## THE RECORDS:
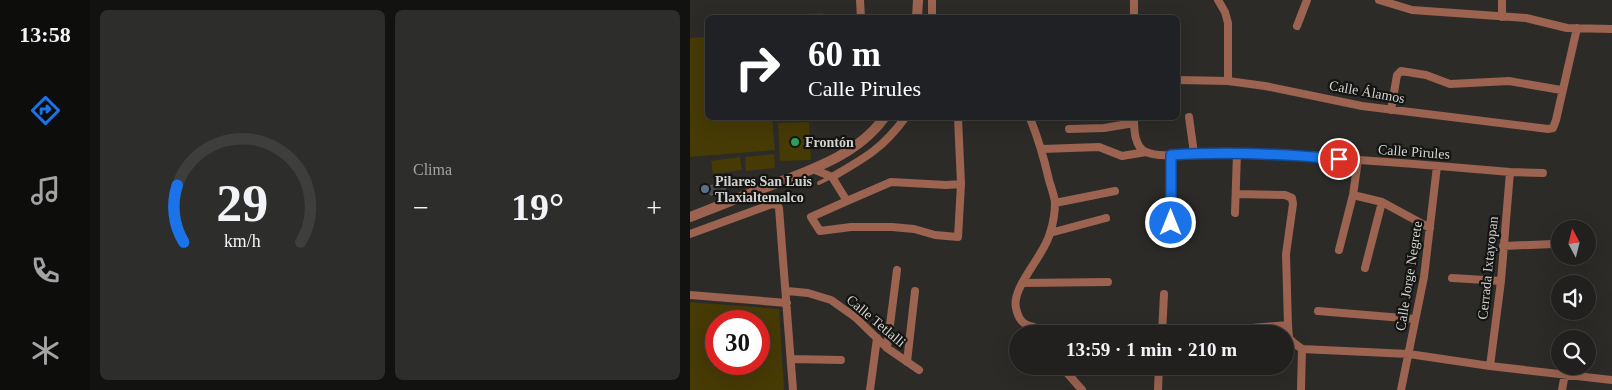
<!DOCTYPE html>
<html lang="es">
<head>
<meta charset="utf-8">
<style>
	body { margin:0; font-family:Georgia,serif; background:#2d2d2b; color:#f1f3f6; height:100vh; display:flex; flex-direction:column; font-size:19px; white-space:nowrap }
	* { box-sizing:border-box; margin:0 }
	p { font-size:16px; color:#a2a3a4 }
	.icon { flex:none; width:28px; height:28px; fill:none; stroke:currentColor; stroke-width:2; stroke-linecap:round; stroke-linejoin:round }
	.map { position:relative; flex:1; overflow:hidden }
	.side { display:flex; flex-direction:column; gap:10px; padding:10px; background:#121210; width:600px }
	.side>* { flex:none }
	.top-card { position:absolute; left:15px; top:15px; width:475px; height:105px; border-radius:8px; box-shadow:0 5px 20px #0002,0 0 0 1px #3e3e3c; background:#202124; color:#fff; overflow:hidden }
	.needle { width:32px; rotate:353deg }
	.buttons { position:absolute; left:861px; top:220px; display:grid; gap:10px }
	.buttons a { display:grid; place-items:center; width:45px; height:45px; border-radius:50%; background:#21201e; box-shadow:0 5px 20px #0002,0 0 0 1px #3e3e3c; font-size:25px }
	.speed { position:absolute; left:15px; top:310px; display:flex; gap:10px; font-size:25px; font-weight:700; text-align:center }
	.speed>* { display:grid; place-content:center; width:65px; height:65px; border-radius:50%; background:#21201e; box-shadow:0 5px 20px #0002,0 0 0 1px #3e3e3c; line-height:1 }
	.speed .limit { border:8px solid #d22; background:#fff; color:#111 }
	.pin { position:absolute; display:grid; place-items:center; width:42px; height:42px; color:#fff; margin:-21px; border:2px solid #fff; border-radius:50%; box-shadow:0 1px 5px #0007 }
	.me { position:absolute; width:55px; margin:-28px; rotate:0deg; stroke-linejoin:round; filter:drop-shadow(0 0 4px #0008) }
	.turn { display:flex; align-items:center; gap:18px; height:105px; padding:0 20px; font-size:22px }
	.turn .icon { width:65px; height:65px; stroke-width:2.5 }
	.turn b { display:block; font-size:35px; line-height:42px }
	.big { font-size:38px; font-weight:700; line-height:1.1 }
	.side .card { flex:1; display:flex; flex-direction:column; justify-content:center; gap:8px; min-width:0; padding:0 18px; border-radius:8px; background:#2d2d2b }
	.side .dial { align-items:center; gap:0 }
	.dial svg { height:130px; overflow:visible; fill:none; stroke:#3e3e3c; stroke-width:7; stroke-linecap:round; text-anchor:middle }
	.dial text { fill:#f1f3f6; stroke:none }
	.heat { display:flex; justify-content:space-between; align-items:center; font-size:28px; direction:ltr }
	.side .tiles { flex:1; display:grid; gap:10px; grid-template-columns:repeat(2,1fr) }
	.trip { position:absolute; left:319px; top:325px; width:285px; height:50px; border-radius:25px; background:#21201e; box-shadow:0 5px 20px #0002,0 0 0 1px #3e3e3c; font-weight:700; line-height:50px; text-align:center }
	main { display:flex; flex:1; min-height:0 }
	.tabs { display:flex; flex-direction:column; width:90px; justify-content:space-around; align-items:center; background:#0d0d0c; color:#a2a3a4 }
	.tabs .icon { width:35px; height:35px }
	.tabs .selected { color:#1a73e8 }
	.tabs b { font-size:22px; color:#f1f3f6 }
	.map>svg:first-child { display:block }
	.green { fill:#463a05; fill-rule:evenodd }
	.building { fill:#4b4a4d; stroke:#69686b }
	.lines { fill:none; stroke-linecap:round; stroke-linejoin:round }
	.service { stroke:#9b6350; stroke-width:4 }
	.minor { stroke:#9b6350; stroke-width:8 }
	.tertiary { stroke:#9b6350; stroke-width:10 }
	.route-casing { stroke:#114b97; stroke-width:12 }
	.route { stroke:#1a73e8; stroke-width:9 }
	.leisure-dot { fill:#2e9e5b; stroke:#141412; stroke-width:2 }
	.service-dot { fill:#5c6f8a; stroke:#141412; stroke-width:2 }
	.labels { text-anchor:middle; dominant-baseline:central; stroke-width:4.5; stroke-linejoin:round; paint-order:stroke }
	.street-label { font-size:14px; fill:#d2d2d0; stroke:#141412 }
	.poi-label { font-size:14px; font-weight:bold; fill:#d2d2d0; stroke:#141412; text-anchor:start }
</style>
</head>
<body>
<main>
<nav class="tabs">
<b>13:58</b>
<svg class="icon selected" aria-label="directions" viewBox="0 0 24 24"><path d="M12 3l9 9-9 9-9-9zM9 14v-3h6M13 9l2 2-2 2"/></svg>
<svg class="icon" aria-label="music" viewBox="0 0 24 24"><path d="M9 18V5l10-2v13"/><circle cx="6" cy="18" r="3"/><circle cx="16" cy="16" r="3"/></svg>
<svg class="icon" aria-label="phone" viewBox="0 0 24 24"><path d="M5 4h4l2 5-3 2q2 4 5 5l2-3 5 2v4C11 20 4 13 5 4z"/></svg>
<svg class="icon" aria-label="climate" viewBox="0 0 24 24"><path d="M12 3v18M4 7l16 10M4 17L20 7"/></svg>
</nav>
<section class="side">
<div class="tiles">
<div class="card dial"><svg viewBox="0 0 100 80">
<path d="M14 69A42 42 0 1 1 86 69"/>
<path d="M14 69A42 42 0 0 1 10 34" stroke="#1a73e8"/>
<text x="50" y="56" font-size="32" font-weight="700">29</text>
<text x="50" y="72" font-size="11">km/h</text>
</svg></div>
<div class="card"><p>Clima</p>
<div class="heat"><a>−</a><b class="big">19°</b><a>+</a></div>
</div>
</div>
</section>
<div class="map">
<svg width="922" height="390" viewBox="0 0 922 390">
	<rect width="100%" height="100%" fill="#2c2b28"/>
	<!-- green -->
	<path class="green" d="M133,13V17L75,18V16Z
		M17,37L18,118H82L85,150L0,157V38Z
		M119,122L121,160L90,161L88,123Z
		M84,154L85,168L56,171L55,157Z
		M50,157L52,170L23,174L21,161Z
		M0,302L89,309L94,390H0ZM69,321V364H26V321Z"/>
	<!-- building -->
	<path class="building" d="M33,181L36,189L21,195L17,191L19,190L18,187Z"/>
	<g class="lines">
		<!-- service -->
		<path class="service" d="M129,183L141,177"/>
		<!-- minor -->
		<path class="minor" d="M170,0L171,18
			M528,0L535,12L538,23V81
			M689,0L722,10L836,18L877,28L922,29
			M812,17V0
			M242,18V0
			M444,18V0
			M607,26L617,0
			M488,80L538,81L575,86L672,106L858,129L863,128L866,120L887,28
			M701,110L707,75L711,71L736,75L760,84L819,81L871,90
			M499,117L504,153
			M340,118C348,138 354,158 359,180C361,187 364,195 365,202C365,211 363,224 360,233C355,255 321,287 326,308C331,332 345,322 355,334
			M444,118C444,128 444,147 456,152C471,158 489,154 505,153C520,152 535,153 550,153C641,157 730,164 820,172L853,173
			M379,129L414,128L444,123
			M352,149L409,147L432,156L456,152
			M481,155V223
			M123,169L142,177
			M142,177L157,201L201,182L256,185L271,184
			M142,177C175,158 192,149 215,118
			M546,194L595,195L602,198L603,204L596,254L598,325L599,338L604,343L612,349
			M663,195L692,202L740,228
			M157,201L121,217L130,231L161,227H202L224,229L245,235L268,237L271,184L268,118
			M365,203L425,191
			M545,213L547,153
			M360,233L416,218
			M0,234L82,204L87,205L89,208L103,390
			M813,246L863,244
			M649,250L663,195L668,160
			M675,268L692,202
			M762,278L811,281
			M332,283L418,282
			M97,291L118,293L141,300L165,317L197,348L229,370
			M0,295L97,303
			M628,311L725,319
			M562,328L598,325
			M472,334L474,294
			M197,348L207,270
			M612,349L719,354L800,366L922,380
			M101,359L151,360
			M217,362L225,291
			M371,366L392,390
			M800,366L811,281L820,172
			M180,390L187,338
			M468,390L469,366
			M611,390L612,349
			M711,390L734,277L747,166
			M872,390L875,374"/>
		<!-- tertiary -->
		<path class="tertiary" d="M227,18L228,0
			M0,217C26,207 53,196 79,186C121,170 167,155 194,118"/>
	</g>
	<g class="lines">
		<!-- route casing -->
		<g class="route-casing">
			<path id="route" d="M481,223V155C537,151 593,154 649,159"/>
		</g>
		<!-- route -->
		<use href="#route" class="route"/>
	</g>
	<!-- markers -->
	<circle class="leisure-dot" cx="105" cy="142" r="5"/>
	<circle class="service-dot" cx="15" cy="189" r="5"/>
	<g class="labels">
		<!-- street labels -->
		<g class="street-label">
			<text transform="translate(677 92) rotate(10)">Calle Álamos</text>
			<text transform="translate(724 152) rotate(4)">Calle Pirules</text>
			<text transform="translate(798 268) rotate(-84)">Cerrada Ixtayopan</text>
			<text transform="translate(719 276) rotate(-81)">Calle Jorge Negrete</text>
			<text transform="translate(186 321) rotate(40)">Calle Tetlalli</text>
		</g>
		<!-- poi labels -->
		<g class="poi-label">
			<text x="115" y="142">Frontón</text>
			<text x="25" y="181">Pilares San Luis<tspan x="25" dy="16">Tlaxialtemalco</tspan></text>
		</g>
	</g>
</svg>
<div class="buttons">
<a><svg class="needle" viewBox="-14 -14 28 28"><path d="M0-13l5 13h-10z" fill="#e53935"/><path d="M0 13l5-13h-10z" fill="#a2a3a4"/></svg></a>
<a><svg class="icon" aria-label="sound" viewBox="0 0 24 24"><path d="M4 9h4l5-4v14l-5-4H4zM17 9q2 3 0 6"/></svg></a>
<a><svg class="icon" aria-label="search" viewBox="0 0 24 24"><circle cx="10" cy="10" r="6"/><path d="M15 15l6 6"/></svg></a>
</div>
<div class="speed"><div class="limit">30</div></div>
<div class="pin" style="left:649px;top:159px;background:#d93025"><svg class="icon" aria-label="arrive" viewBox="0 0 24 24"><path d="M6 21V4h12l-3 4 3 4H6"/></svg></div>
<svg class="me" style="left:481px;top:223px" viewBox="-20 -20 40 40"><circle r="17" fill="#1a73e8" stroke="#fff" stroke-width="3"/><path d="M0-11L8 9 0 5-8 9z" fill="#fff"/></svg>
<div class="trip">13:59 · 1 min · 210 m</div>
<div class="top-card">
<div class="turn"><svg class="icon" aria-label="right" viewBox="0 0 24 24"><path d="M7 20v-9h11M14 6l5 5-5 5"/></svg><div><b>60 m</b>Calle Pirules</div></div>
</div>
</div>
</main>
</body>
</html>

## WHAT THIS TASK INVOLVES:
All lines above from the one with "M689,0L722,10L836,18L877,28L922,29" to the one with "M649,250L663,195L668,160", inclusive, should be copied exactly, and no other lines.

## WRITTEN SOLUTION:
			M689,0L722,10L836,18L877,28L922,29
			M812,17V0
			M242,18V0
			M444,18V0
			M607,26L617,0
			M488,80L538,81L575,86L672,106L858,129L863,128L866,120L887,28
			M701,110L707,75L711,71L736,75L760,84L819,81L871,90
			M499,117L504,153
			M340,118C348,138 354,158 359,180C361,187 364,195 365,202C365,211 363,224 360,233C355,255 321,287 326,308C331,332 345,322 355,334
			M444,118C444,128 444,147 456,152C471,158 489,154 505,153C520,152 535,153 550,153C641,157 730,164 820,172L853,173
			M379,129L414,128L444,123
			M352,149L409,147L432,156L456,152
			M481,155V223
			M123,169L142,177
			M142,177L157,201L201,182L256,185L271,184
			M142,177C175,158 192,149 215,118
			M546,194L595,195L602,198L603,204L596,254L598,325L599,338L604,343L612,349
			M663,195L692,202L740,228
			M157,201L121,217L130,231L161,227H202L224,229L245,235L268,237L271,184L268,118
			M365,203L425,191
			M545,213L547,153
			M360,233L416,218
			M0,234L82,204L87,205L89,208L103,390
			M813,246L863,244
			M649,250L663,195L668,160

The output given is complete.